[THE INPUT Boundary: Start]

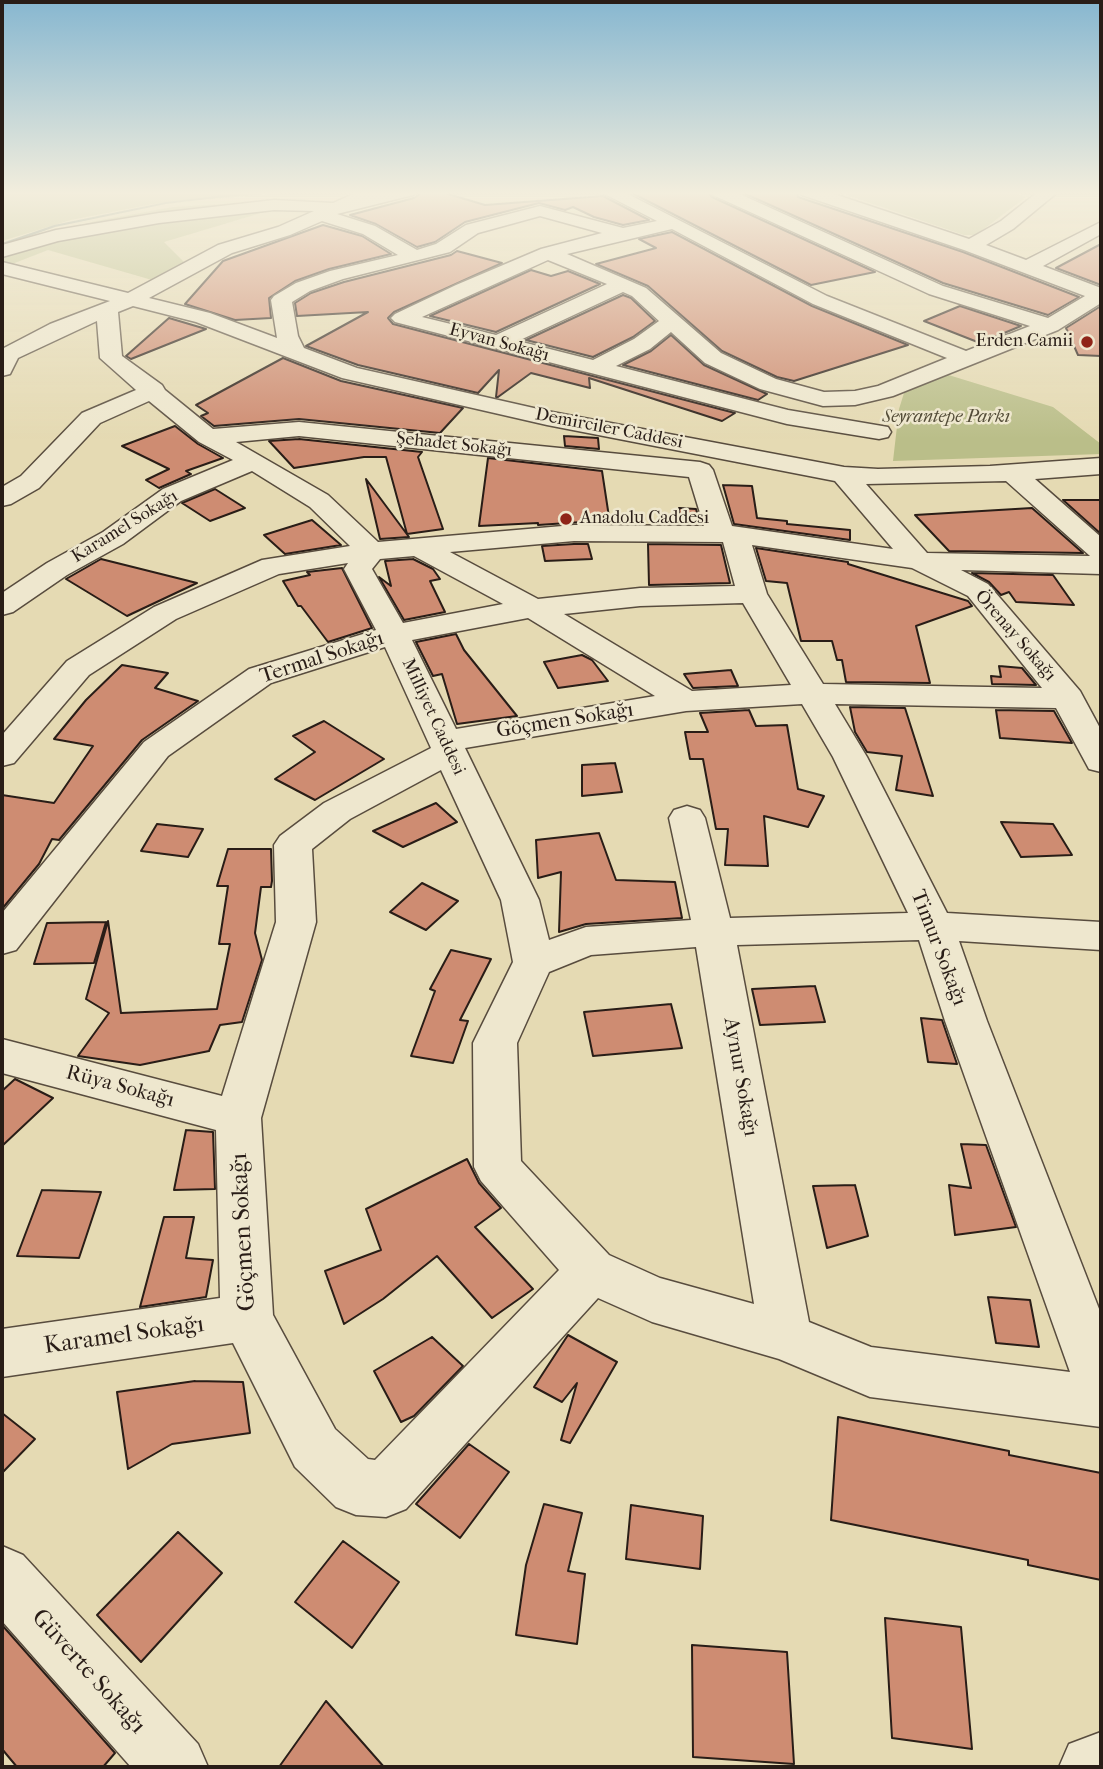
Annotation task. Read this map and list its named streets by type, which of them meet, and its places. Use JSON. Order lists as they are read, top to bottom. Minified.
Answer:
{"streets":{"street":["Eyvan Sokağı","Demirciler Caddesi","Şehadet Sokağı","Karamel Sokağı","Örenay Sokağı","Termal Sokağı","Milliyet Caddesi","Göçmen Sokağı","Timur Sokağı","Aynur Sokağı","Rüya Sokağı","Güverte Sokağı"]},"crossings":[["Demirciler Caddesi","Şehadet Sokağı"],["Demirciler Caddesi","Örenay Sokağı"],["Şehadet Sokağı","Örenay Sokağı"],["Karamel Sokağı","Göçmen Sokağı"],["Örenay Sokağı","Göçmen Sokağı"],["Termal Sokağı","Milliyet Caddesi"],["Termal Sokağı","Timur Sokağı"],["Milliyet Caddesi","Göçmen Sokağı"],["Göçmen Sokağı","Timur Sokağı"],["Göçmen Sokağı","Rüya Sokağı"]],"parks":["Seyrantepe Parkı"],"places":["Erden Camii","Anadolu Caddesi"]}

[THE INPUT Boundary: End]
[THE INPUT Boundary: Start]

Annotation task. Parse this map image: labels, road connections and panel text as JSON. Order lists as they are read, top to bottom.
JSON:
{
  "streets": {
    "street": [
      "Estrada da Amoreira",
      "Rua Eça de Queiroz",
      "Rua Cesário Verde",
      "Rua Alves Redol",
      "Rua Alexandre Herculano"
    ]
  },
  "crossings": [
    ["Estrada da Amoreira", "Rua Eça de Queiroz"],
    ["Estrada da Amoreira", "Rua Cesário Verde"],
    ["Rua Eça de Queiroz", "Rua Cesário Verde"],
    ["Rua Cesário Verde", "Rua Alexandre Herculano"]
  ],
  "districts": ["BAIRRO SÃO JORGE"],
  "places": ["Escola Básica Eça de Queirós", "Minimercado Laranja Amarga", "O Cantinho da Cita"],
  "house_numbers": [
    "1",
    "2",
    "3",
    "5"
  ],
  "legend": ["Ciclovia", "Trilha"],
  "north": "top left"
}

[THE INPUT Boundary: End]

**ACTION ITEM:** Which lines hold the word "Annotation"? Return all of them from the records above.

**SOLUTION TO THIS EXERCISE:**
Annotation task. Read this map and list its named streets by type, which of them meet, and its places. Use JSON. Order lists as they are read, top to bottom. Minified.
Annotation task. Parse this map image: labels, road connections and panel text as JSON. Order lists as they are read, top to bottom.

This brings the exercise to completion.